> [Data items]:
···

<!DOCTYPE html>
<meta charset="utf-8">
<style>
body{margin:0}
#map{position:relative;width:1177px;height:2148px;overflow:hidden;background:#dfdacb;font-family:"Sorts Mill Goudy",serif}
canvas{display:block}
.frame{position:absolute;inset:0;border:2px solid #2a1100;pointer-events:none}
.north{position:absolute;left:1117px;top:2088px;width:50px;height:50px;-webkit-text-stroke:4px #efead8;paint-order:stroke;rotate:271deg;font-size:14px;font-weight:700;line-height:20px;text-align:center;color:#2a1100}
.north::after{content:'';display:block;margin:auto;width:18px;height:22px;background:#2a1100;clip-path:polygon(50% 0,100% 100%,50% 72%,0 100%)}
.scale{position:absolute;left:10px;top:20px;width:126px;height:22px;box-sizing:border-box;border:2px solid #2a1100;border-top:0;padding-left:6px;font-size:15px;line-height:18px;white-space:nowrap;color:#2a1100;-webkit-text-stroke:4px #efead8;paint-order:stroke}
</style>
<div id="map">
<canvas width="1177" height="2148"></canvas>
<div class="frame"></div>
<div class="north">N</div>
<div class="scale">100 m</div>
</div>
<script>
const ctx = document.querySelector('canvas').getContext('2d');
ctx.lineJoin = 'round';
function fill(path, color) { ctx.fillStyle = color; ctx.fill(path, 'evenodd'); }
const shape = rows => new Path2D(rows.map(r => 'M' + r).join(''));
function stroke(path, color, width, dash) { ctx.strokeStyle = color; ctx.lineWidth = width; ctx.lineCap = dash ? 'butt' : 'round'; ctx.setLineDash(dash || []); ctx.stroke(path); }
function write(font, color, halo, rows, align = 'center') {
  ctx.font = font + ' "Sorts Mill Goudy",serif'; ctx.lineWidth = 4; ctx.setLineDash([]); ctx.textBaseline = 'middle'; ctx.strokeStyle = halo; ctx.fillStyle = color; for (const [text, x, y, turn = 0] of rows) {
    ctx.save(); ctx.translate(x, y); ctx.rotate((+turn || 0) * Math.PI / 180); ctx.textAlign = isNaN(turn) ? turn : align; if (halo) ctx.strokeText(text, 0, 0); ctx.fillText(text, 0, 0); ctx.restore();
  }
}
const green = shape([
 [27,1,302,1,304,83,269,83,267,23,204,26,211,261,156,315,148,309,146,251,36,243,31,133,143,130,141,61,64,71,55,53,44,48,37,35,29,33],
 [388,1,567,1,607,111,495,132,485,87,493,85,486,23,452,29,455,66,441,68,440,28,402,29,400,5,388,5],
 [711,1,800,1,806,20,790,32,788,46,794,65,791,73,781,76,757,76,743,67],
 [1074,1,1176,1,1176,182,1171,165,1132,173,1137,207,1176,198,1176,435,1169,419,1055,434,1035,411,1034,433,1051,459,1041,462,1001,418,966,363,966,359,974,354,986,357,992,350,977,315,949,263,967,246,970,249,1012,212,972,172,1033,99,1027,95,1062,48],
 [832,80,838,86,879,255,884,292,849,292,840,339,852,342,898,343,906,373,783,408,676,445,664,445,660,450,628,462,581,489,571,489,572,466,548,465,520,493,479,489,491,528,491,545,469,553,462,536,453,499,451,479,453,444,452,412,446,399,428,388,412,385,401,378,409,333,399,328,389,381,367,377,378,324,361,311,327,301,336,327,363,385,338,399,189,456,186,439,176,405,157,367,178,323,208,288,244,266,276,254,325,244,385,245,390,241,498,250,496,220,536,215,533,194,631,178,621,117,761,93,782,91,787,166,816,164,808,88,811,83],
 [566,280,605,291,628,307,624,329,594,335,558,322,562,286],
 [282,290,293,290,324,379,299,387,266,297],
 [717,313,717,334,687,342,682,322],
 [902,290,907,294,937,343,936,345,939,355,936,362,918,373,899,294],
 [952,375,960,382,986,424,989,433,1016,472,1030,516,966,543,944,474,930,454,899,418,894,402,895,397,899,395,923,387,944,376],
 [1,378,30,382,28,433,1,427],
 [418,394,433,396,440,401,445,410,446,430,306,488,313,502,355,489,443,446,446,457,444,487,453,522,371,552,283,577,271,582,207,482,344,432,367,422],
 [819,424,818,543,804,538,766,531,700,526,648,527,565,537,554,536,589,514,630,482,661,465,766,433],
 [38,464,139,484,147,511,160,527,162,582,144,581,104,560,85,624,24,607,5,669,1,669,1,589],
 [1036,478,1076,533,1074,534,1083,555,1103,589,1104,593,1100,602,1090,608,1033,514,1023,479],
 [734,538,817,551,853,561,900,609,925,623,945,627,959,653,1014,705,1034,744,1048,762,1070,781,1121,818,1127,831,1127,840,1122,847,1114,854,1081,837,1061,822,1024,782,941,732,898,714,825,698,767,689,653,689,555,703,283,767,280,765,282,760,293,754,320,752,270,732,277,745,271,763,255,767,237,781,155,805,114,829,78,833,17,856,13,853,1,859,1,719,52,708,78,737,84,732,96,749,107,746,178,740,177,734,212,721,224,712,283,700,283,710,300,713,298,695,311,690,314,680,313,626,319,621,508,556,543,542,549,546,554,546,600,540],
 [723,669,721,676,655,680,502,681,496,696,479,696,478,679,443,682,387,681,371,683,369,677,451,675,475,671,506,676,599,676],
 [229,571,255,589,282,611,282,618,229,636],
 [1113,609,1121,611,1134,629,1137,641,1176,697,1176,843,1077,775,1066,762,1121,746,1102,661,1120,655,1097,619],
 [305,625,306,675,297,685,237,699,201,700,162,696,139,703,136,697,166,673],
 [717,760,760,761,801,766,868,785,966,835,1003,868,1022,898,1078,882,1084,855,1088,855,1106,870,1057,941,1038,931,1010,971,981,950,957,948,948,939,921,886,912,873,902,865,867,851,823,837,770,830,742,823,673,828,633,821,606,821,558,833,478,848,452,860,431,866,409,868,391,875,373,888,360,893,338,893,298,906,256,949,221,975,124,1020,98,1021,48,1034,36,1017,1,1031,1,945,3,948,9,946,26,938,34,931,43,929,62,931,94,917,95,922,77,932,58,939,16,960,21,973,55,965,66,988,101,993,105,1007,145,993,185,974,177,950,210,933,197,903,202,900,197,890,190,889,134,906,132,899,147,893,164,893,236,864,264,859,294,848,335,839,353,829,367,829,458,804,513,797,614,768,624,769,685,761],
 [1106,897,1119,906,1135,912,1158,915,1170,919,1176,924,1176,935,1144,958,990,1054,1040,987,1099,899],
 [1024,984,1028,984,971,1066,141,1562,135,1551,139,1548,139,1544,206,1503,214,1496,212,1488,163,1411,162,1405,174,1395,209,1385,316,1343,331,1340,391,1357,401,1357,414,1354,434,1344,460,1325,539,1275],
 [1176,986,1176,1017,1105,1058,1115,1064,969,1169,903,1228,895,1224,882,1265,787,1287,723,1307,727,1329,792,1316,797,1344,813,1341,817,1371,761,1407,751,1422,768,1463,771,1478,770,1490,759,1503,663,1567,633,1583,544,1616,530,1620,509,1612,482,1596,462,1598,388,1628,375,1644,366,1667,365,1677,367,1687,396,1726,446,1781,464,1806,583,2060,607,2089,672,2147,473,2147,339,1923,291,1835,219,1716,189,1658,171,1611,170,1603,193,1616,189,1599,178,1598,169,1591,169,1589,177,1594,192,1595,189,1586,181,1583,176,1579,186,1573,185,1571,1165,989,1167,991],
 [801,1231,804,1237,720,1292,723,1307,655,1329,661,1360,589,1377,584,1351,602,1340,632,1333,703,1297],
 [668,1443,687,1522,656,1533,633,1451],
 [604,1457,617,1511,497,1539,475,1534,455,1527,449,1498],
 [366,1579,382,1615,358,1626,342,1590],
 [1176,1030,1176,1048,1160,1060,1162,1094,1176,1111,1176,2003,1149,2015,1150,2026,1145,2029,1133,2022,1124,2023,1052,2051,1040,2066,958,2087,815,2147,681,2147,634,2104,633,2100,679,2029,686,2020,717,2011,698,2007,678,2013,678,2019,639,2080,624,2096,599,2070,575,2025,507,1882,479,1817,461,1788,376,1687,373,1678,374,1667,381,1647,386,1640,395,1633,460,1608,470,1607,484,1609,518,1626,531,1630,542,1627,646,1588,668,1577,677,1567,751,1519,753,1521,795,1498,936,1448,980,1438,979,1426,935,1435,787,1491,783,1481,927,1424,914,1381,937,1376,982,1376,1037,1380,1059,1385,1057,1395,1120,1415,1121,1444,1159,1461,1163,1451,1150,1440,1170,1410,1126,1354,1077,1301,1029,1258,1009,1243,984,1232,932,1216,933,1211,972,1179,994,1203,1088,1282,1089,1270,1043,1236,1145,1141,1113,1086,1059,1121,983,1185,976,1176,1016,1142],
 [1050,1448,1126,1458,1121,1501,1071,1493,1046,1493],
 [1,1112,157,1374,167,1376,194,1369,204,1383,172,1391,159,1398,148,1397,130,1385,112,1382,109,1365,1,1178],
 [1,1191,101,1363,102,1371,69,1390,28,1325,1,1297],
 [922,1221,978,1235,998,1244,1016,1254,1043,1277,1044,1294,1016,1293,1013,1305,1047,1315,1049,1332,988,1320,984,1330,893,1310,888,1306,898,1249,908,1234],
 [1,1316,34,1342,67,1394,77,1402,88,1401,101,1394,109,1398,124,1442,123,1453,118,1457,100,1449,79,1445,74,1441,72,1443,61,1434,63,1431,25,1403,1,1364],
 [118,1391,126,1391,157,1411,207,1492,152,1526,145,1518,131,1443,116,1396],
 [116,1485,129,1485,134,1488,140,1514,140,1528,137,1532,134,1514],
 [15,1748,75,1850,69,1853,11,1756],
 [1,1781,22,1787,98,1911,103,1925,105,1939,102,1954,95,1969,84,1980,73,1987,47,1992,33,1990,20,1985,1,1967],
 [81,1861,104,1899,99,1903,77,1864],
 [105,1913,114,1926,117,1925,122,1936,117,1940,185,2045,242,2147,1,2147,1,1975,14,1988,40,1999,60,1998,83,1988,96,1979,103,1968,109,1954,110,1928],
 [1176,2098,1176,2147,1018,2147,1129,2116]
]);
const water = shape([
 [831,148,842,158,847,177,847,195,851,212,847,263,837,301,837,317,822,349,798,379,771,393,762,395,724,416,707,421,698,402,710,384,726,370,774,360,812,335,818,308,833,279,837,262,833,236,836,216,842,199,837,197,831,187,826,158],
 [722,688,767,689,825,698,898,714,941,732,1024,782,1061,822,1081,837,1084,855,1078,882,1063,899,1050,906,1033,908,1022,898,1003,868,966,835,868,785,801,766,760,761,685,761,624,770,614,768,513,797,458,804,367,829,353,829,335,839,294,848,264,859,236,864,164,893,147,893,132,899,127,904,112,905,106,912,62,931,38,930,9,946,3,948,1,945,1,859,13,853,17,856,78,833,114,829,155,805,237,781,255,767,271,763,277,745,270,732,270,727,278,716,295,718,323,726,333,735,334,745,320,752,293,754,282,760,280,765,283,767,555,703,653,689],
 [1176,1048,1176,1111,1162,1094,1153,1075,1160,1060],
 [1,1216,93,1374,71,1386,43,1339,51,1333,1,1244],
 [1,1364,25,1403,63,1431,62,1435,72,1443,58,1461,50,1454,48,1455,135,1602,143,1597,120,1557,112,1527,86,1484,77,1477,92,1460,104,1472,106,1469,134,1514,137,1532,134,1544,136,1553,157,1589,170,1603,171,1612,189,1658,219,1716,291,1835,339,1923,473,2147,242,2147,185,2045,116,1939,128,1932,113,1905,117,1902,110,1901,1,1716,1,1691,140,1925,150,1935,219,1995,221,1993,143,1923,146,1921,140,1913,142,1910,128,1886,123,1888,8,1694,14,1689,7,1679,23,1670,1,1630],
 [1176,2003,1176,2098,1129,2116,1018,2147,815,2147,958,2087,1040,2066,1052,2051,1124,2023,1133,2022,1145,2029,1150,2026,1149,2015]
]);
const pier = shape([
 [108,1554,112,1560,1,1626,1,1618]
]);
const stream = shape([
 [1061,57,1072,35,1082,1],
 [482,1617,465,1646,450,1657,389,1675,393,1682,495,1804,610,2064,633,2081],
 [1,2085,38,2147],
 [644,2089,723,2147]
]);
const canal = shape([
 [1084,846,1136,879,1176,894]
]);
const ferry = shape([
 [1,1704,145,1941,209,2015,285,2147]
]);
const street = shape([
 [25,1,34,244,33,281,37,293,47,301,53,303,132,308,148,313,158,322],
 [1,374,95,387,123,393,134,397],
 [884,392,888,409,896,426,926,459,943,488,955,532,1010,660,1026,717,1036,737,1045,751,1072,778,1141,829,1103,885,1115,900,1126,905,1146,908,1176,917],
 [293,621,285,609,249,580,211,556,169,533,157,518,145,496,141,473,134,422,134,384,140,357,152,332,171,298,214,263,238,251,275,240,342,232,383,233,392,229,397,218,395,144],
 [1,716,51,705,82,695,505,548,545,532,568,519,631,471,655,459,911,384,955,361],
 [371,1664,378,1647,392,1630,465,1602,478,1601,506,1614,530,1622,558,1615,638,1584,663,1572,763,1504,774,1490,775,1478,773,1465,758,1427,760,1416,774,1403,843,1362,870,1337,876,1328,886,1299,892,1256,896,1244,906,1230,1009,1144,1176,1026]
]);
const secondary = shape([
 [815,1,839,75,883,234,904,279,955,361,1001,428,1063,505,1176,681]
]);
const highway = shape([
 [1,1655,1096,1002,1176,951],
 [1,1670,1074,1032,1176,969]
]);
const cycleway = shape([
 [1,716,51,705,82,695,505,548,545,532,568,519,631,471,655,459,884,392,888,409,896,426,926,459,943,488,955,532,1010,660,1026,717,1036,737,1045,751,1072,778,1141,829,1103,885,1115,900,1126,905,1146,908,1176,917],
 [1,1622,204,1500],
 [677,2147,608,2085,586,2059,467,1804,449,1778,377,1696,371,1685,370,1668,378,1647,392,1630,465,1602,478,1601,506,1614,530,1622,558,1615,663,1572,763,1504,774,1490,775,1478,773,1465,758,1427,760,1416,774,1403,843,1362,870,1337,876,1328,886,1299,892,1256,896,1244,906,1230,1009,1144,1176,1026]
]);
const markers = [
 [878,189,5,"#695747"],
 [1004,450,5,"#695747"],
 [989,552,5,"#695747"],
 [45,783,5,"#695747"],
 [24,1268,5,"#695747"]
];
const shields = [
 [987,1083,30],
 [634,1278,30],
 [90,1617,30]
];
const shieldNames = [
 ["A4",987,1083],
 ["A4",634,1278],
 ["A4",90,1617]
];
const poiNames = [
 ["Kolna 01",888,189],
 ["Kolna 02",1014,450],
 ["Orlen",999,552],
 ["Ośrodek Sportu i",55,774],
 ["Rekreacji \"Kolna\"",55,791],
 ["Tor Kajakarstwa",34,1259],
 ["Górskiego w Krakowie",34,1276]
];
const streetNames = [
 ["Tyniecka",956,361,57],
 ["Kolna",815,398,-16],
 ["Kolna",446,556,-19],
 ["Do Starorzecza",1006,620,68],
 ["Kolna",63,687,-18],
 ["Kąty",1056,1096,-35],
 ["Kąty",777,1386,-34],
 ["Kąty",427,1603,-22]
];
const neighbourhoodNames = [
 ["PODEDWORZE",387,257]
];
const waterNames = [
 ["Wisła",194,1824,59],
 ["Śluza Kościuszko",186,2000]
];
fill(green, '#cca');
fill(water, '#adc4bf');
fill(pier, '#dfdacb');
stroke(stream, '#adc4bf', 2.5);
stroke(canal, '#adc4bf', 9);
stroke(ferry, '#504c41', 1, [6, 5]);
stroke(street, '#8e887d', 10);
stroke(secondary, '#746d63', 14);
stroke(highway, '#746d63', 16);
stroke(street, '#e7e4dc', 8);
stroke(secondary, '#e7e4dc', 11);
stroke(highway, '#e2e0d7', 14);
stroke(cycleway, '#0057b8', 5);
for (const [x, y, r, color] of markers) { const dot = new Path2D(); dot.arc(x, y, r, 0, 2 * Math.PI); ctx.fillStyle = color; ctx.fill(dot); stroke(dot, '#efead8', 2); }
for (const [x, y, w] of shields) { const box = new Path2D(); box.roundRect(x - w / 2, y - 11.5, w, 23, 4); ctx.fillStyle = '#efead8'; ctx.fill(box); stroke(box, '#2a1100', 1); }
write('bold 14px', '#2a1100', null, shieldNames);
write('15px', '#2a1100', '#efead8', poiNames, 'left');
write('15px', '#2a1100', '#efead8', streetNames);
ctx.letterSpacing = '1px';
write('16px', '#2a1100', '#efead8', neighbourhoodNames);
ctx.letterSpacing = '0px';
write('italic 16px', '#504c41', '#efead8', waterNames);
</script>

···

> [WHAT YOU HAVE TO DO]: Your task is to return each line of the data above that contains the string "canvas".

> [COMPLETED TASK]:
canvas{display:block}
<canvas width="1177" height="2148"></canvas>
const ctx = document.querySelector('canvas').getContext('2d');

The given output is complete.